Des souvenirs intacts
Lors de sa visite à Massongex, Iman a redécouvert le pavillon où elle logeait, la chambre « Blanche-Neige » où elle dormait, le réfectoire où elle mangeait avec les autres pensionnaires. « J’ai l’impression de vivre un rêve en revenant ici. Avec l’âge, je souhaite revoir le film de ma vie dès le début, mémoriser le passé, le transmettre à mes enfants. Il est important que les générations suivantes tirent des leçons de paix et de solidarité, surtout avec la situation actuelle dans le monde et au Liban en particulier. »
Iman était déjà revenue à La Maison en 2003 avec son frère Imad et sa famille. La visite avait même donné lieu à un reportage dans L’Illustré. Plus de vingt ans plus tard, c’est à son tour de faire découvrir le lieu à ses enfants.

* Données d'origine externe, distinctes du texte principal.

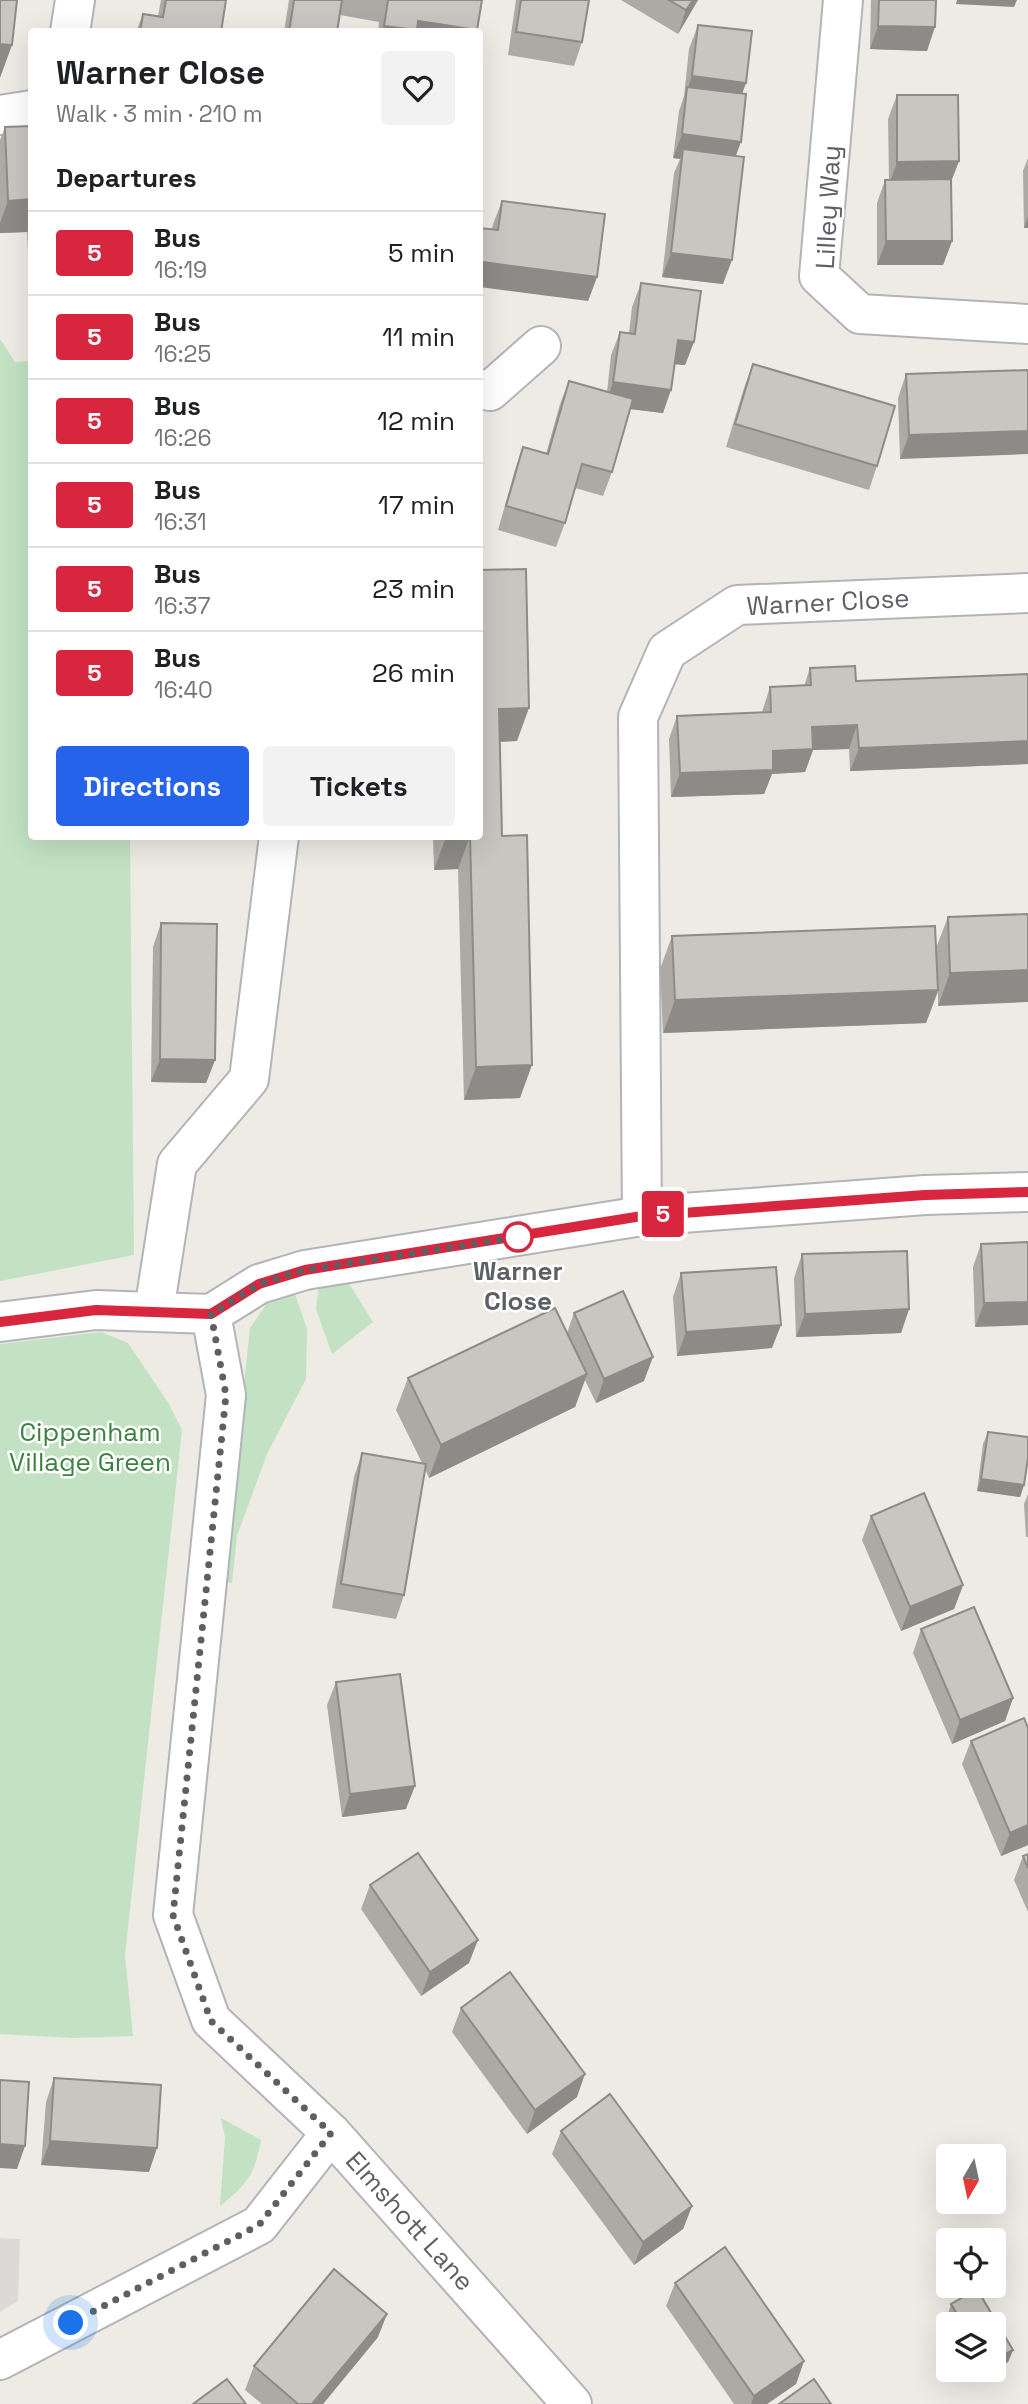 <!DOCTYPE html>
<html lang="en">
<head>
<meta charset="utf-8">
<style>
	:root { --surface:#fff; --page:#f2f2f2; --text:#202124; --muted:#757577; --line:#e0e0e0; --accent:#2563eb }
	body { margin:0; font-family:"Space Grotesk",sans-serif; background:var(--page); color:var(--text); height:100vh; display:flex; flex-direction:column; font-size:26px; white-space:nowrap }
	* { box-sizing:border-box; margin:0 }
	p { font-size:23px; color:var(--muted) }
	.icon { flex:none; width:38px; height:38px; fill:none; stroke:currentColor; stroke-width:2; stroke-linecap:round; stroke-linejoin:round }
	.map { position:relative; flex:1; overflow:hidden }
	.drawer { position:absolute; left:28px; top:28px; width:455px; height:812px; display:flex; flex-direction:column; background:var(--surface); border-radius:7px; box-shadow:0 7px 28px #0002 }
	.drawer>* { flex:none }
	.badge { padding:0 14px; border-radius:5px; font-size:24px; line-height:46px }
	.needle { width:46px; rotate:189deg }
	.buttons { position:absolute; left:936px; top:2144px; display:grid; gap:14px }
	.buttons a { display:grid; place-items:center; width:70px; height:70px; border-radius:7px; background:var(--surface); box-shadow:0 7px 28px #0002; font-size:35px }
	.you { position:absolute; width:35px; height:35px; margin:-18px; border:5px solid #fff; border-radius:50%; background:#1a73e8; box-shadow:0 0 0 10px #1a73e833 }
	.map>.badge { position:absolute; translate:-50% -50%; box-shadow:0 0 0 4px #fff }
	h2 { padding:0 28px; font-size:26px; line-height:63px }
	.round { display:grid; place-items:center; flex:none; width:74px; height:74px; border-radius:7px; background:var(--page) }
	.head { display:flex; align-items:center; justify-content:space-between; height:119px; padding:0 28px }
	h1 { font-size:33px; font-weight:800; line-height:52px }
	.primary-button { display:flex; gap:14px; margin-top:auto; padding:14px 28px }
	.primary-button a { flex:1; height:80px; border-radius:7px; background:var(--accent); color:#fff; font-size:28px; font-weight:800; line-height:80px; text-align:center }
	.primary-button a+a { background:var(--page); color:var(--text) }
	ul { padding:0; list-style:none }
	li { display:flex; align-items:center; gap:21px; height:84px; padding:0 28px; border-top:2px solid var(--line) }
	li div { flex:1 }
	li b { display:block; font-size:26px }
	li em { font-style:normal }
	li .badge { min-width:77px; font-weight:700; text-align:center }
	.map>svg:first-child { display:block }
	.industrial { fill:#dcdad6 }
	.green { fill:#c3e2c3 }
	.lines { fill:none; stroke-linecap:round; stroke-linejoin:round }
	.minor-casing { stroke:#b1b4b8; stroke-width:42 }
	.minor { stroke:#fff; stroke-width:38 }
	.wall { fill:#adaaa6 }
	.shaded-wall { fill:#8d8b87 }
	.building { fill:#c9c6c1; stroke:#8d8b87; stroke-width:2 }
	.line-casing { stroke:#fff; stroke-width:16 }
	.line { stroke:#d7263d; stroke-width:10 }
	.walk { stroke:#5c5f63; stroke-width:7; stroke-dasharray:0 12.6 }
	.stop-dot { fill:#fff; stroke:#d7263d; stroke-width:3.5 }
	.labels { text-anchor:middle; stroke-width:5; stroke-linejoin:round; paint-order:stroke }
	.street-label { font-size:26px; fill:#5c5f63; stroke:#fff }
	.stop-label { font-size:26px; font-weight:bold; fill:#5c5f63; stroke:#fff }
	.park-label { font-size:26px; fill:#3d8141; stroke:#fff }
</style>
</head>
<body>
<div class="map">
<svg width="1028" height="2404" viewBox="0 0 1028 2404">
	<rect width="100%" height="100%" fill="#edebe4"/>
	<polygon class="industrial" points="0,2238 20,2239 18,2301 0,2312"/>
	<g class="green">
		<polygon points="0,339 15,362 31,361 32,836 130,837 134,1255 0,1281"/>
		<polygon points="348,1282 373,1322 332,1354 316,1309 319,1285"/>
		<polygon points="293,1288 307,1329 306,1379 267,1454 237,1536 232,1583 223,1581 250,1328 274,1293"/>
		<polygon points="101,1332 128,1343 169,1404 182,1430 125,1955 133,2036 72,2038 0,2034 0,1344"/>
		<path d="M221,2118L261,2140C254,2176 248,2183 220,2206L225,2137Z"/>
	</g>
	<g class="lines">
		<g class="minor-casing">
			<g id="minor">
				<polyline points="843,0 819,276 860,314 1028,324"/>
				<polyline points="70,32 75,0"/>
				<polyline points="0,115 32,110"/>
				<polyline points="480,389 490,391 541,346"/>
				<polyline points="642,1216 638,717 667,651 737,605 1028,593"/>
				<polyline points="154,1311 177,1164 249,1079 279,836"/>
				<polyline points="211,1314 226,1395 173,1915 211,2020 331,2133 572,2404"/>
				<polyline points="211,1314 259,1284 305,1270 642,1216 925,1195 1028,1192"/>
				<polyline points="0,1322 96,1310 211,1314"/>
				<polyline points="0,2360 259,2225 331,2133"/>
			</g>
		</g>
		<use href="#minor" class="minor"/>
	</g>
	<g class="wall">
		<polygon points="161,0 226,0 221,32 136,32 143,14 158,16"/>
		<polygon points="289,0 482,0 477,32 378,32 379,22 340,15 337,32 284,32"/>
		<polygon points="516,0 589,0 582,42 574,66 508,55"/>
		<polygon points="621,0 698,0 678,34"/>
		<polygon points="871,0 936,0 927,51 870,49"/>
		<polygon points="698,25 746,83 742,93 723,284 662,277 674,173 680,159 673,158 679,111 684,96 689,49"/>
		<polygon points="897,95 959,161 951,182 952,241 943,265 877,265 877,203 885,180 889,180 888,119"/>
		<polygon points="32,126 32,330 27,232 0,233 0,140 5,127"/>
		<polygon points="1028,158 1028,228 1024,228 1023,171"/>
		<polygon points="502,201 597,277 588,301 492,229 493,224"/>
		<polygon points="641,283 694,342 685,365 675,364 663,413 630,409 612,472 603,496 575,488 565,523 556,547 498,530 515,470 523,447 546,454 560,404 569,381 607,392 611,355 620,332 629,333 632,307"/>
		<polygon points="753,364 877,466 869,490 726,447 744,388"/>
		<polygon points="1028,370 900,459 898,398 906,374"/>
		<polygon points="480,570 517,741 500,742 502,836 520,1098 464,1100 458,869 434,870 433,836 480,836"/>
		<polygon points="810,668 856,681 1028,674 1028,764 850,771 849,749 813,750 805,772 772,774 764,794 671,797 669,739 677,716 762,712 770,687 804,686"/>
		<polygon points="1028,914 938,1006 938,992 926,1023 663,1033 660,969 672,936 936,948 948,917"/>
		<polygon points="161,923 215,1060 206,1083 151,1082 153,947"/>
		<polygon points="1028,1242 975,1327 973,1267 981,1244"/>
		<polygon points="802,1254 909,1309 901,1333 796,1337 794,1278"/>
		<polygon points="681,1273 772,1348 677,1356 673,1297"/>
		<polygon points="574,1313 644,1381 596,1403 585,1380 575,1407 429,1478 425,1469 404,1595 396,1619 332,1608 354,1477 362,1453 422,1463 396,1410 408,1378 567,1333"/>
		<polygon points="988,1432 1024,1485 1020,1497 977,1491 983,1444"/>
		<polygon points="1028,1494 1028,1537 1026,1537 1024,1504"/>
		<polygon points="871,1516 963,1585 954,1609 901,1631 862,1540"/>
		<polygon points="921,1629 1013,1698 1005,1721 952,1744 913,1653"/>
		<polygon points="336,1682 406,1809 342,1817 327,1705"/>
		<polygon points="971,1741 1028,1845 1001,1856 962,1764"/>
		<polygon points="1028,1854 1028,1912 1014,1880 1023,1856"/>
		<polygon points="370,1885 469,1963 421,1996 361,1909"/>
		<polygon points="461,2008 577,2097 527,2134 452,2032"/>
		<polygon points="54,2078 149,2172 41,2165 46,2102"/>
		<polygon points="561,2131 692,2206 683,2229 634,2265 552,2154"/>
		<polygon points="675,2283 804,2361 796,2384 767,2404 734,2404 666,2306"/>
		<polygon points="977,2289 1013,2350 1008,2362 982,2377 978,2370 994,2370 994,2324 951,2324 947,2317 951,2304"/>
		<polygon points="378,2337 323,2404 262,2404 245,2390 254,2366"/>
	</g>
	<g class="shaded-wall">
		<polygon points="693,0 698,0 678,34 686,10"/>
		<polygon points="957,0 1017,0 1014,7 956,4"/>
		<polygon points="418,21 477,30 477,32 382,32 384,26"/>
		<polygon points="878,26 935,27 927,51 870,49"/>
		<polygon points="0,44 12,45 0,78"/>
		<polygon points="692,76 746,83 737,107 687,90"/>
		<polygon points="682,134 741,142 732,166 683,149 680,159 673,158"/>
		<polygon points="959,161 950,184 889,185 897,162"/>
		<polygon points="32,199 32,219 27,232 0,233 0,223 8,201"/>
		<polygon points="1028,216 1028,228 1024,228"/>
		<polygon points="886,241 952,241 943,265 877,265"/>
		<polygon points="671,253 732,260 723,284 662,277"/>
		<polygon points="482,262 597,277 588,301 480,287"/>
		<polygon points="678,340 694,342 685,365 670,364"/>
		<polygon points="613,382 671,390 663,413 605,406"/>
		<polygon points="1028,431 1028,454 900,459 909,435"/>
		<polygon points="529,708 517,741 487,742 499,709"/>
		<polygon points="857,725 849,749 813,750 805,772 772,774 764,794 671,797 680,773 773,751 812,727"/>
		<polygon points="1028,741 1028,764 850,771 859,748"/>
		<polygon points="470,836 458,869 434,870 446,837"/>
		<polygon points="1028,970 1028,1002 938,1006 950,973"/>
		<polygon points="938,990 926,1023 663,1033 675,1000"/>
		<polygon points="160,1059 215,1060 206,1083 151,1082"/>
		<polygon points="532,1065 520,1098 464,1100 476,1067"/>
		<polygon points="1028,1302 1028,1325 975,1327 984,1303"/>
		<polygon points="909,1309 901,1333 796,1337 805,1314"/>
		<polygon points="781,1325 772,1348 677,1356 686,1332"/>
		<polygon points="653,1357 644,1381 596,1403 604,1379"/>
		<polygon points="587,1374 575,1407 429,1478 441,1445"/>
		<polygon points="981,1479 1024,1485 1020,1497 977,1491"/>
		<polygon points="963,1585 954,1609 901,1631 910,1607"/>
		<polygon points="1013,1698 1005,1721 952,1744 960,1720"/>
		<polygon points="415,1786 406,1809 342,1817 350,1794"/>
		<polygon points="1028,1825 1028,1845 1001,1856 1010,1833"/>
		<polygon points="478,1940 469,1963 421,1996 430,1972"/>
		<polygon points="585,2074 577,2097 527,2134 535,2110"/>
		<polygon points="50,2141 157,2148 149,2172 41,2165"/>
		<polygon points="0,2144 25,2146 17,2169 0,2168"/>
		<polygon points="692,2206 683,2229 634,2265 643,2242"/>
		<polygon points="387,2314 378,2337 323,2404 312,2404"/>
		<polygon points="1013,2350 1008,2362 982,2377 985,2370 994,2370 994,2360"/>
		<polygon points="804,2361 796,2384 767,2404 751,2404 754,2396"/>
	</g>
	<g class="building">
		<polygon points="0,0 17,0 12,45 0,44"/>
		<polygon points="166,0 226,0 221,32 140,32 143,14 163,17"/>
		<polygon points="294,0 342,0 337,32 289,32"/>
		<polygon points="388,0 482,0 477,30 418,21 417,30 384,26"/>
		<polygon points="521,0 589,0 582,42 516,32"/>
		<polygon points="669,0 693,0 686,10"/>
		<polygon points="879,0 936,0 935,27 878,26"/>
		<polygon points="698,25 752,31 746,83 692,76"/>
		<polygon points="687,87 746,94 741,142 682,134"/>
		<polygon points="897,95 958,95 959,161 897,162"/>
		<polygon points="32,126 32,199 8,201 5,127"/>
		<polygon points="683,149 744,157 732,260 671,253"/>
		<polygon points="951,179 952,241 886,241 885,180"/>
		<polygon points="502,201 605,214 597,277 482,262 480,283 480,228 498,230"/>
		<polygon points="641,283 701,291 694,342 678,340 671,390 613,382 620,332 635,334"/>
		<polygon points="753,364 895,406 877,466 735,424"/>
		<polygon points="1028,370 1028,431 909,435 906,374"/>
		<polygon points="569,381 633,399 612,472 582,464 565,523 506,506 523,447 548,454"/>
		<polygon points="526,569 529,708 499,709 502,836 527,835 532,1065 476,1067 470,836 480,836 480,570"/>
		<polygon points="855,666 856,681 1028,674 1028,741 859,748 857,725 812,727 813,749 773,751 773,770 680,773 677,716 771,712 770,687 811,685 810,668"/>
		<polygon points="1028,914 1028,970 950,973 948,917"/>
		<polygon points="161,923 217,924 215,1060 160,1059"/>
		<polygon points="935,926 938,990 675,1000 672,936"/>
		<polygon points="1028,1242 1028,1302 984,1303 981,1244"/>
		<polygon points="907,1251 909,1309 805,1314 802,1254"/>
		<polygon points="776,1267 781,1325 686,1332 681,1273"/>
		<polygon points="623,1291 653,1357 604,1379 574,1313"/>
		<polygon points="555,1308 587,1374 441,1445 408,1378"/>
		<polygon points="988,1432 1028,1437 1028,1458 1024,1485 981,1479"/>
		<polygon points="362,1453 426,1464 404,1595 341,1584"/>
		<polygon points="924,1493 963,1585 910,1607 871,1516"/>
		<polygon points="974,1607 1013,1698 960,1720 921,1629"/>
		<polygon points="400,1674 415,1786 350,1794 336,1682"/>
		<polygon points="1024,1718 1028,1728 1028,1825 1010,1833 971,1741"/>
		<polygon points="418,1853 478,1940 430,1972 370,1885"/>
		<polygon points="1028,1854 1028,1868 1023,1856"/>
		<polygon points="510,1972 585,2074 535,2110 461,2008"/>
		<polygon points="54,2078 161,2085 157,2148 50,2141"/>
		<polygon points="0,2080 29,2082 25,2146 0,2144"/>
		<polygon points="610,2094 692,2206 643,2242 561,2131"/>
		<polygon points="725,2247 804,2361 754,2396 675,2283"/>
		<polygon points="334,2269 387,2314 312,2404 298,2404 254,2366"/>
		<polygon points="977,2289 1013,2350 994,2360 994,2324 963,2324 951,2304"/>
		<polygon points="227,2379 246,2404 193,2404"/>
		<polygon points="814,2379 831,2404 779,2404"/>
	</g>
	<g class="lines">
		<g class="line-casing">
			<polyline id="line" points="0,1322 96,1310 211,1314 259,1284 305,1270 642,1216 925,1195 1028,1192"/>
		</g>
		<use href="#line" class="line"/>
		<polyline class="walk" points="71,2323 259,2225 331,2133 211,2021 173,1915 226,1395 211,1314 259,1284 305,1270 518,1237"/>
	</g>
	<circle class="stop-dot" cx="518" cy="1237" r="14"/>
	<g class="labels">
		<g class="street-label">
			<text transform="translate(828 207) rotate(-87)" y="9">Lilley Way</text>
			<text transform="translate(828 602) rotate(-3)" y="9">Warner Close</text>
			<text transform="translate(410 2221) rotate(48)" y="9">Elmshott Lane</text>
		</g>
		<g class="stop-label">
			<text x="518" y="1280">Warner<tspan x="518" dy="30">Close</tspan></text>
		</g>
		<g class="park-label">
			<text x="90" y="1441">Cippenham<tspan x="90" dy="30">Village Green</tspan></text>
		</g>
	</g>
</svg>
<div class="buttons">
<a><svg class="needle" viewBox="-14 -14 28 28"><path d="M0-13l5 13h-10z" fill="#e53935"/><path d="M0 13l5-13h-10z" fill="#757577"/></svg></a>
<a><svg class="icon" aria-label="locate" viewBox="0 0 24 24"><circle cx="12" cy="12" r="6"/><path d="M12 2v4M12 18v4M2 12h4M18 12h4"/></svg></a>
<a><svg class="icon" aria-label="layers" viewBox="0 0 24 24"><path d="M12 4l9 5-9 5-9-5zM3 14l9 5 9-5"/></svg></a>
</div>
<div class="you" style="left:71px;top:2323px"></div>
<b class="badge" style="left:663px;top:1214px;background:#d7263d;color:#fff">5</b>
<section class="drawer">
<div class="head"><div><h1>Warner Close</h1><p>Walk · 3 min · 210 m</p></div><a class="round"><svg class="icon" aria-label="heart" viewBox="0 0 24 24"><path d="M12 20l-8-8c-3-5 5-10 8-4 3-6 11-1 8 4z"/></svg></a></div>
<h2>Departures</h2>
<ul>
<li><span class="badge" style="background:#d7263d;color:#fff">5</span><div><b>Bus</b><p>16:19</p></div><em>5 min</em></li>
<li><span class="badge" style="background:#d7263d;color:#fff">5</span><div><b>Bus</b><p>16:25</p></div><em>11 min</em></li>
<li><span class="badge" style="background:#d7263d;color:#fff">5</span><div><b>Bus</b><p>16:26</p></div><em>12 min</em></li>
<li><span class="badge" style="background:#d7263d;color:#fff">5</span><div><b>Bus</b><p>16:31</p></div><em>17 min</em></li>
<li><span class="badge" style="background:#d7263d;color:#fff">5</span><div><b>Bus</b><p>16:37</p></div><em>23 min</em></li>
<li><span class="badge" style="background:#d7263d;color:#fff">5</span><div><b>Bus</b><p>16:40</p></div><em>26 min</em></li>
</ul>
<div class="primary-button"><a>Directions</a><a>Tickets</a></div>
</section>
</div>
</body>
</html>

« J’ai vécu la meilleure journée de ma vie », s’exclame Saïd, le fils aîné d’Iman, au moment de partir après un après-midi qui lui a permis d’entrevoir un pan essentiel de l’enfance de sa maman. « Quand j’ai lu l’article du magazine, je voulais absolument voir l’endroit où ma maman avait vécu entre 1985 et 1987 après son accident. Merci infiniment à La Maison d’avoir accueilli et soigné ma maman, car sans vous elle ne serait pas là, et mon frère et moi non plus. »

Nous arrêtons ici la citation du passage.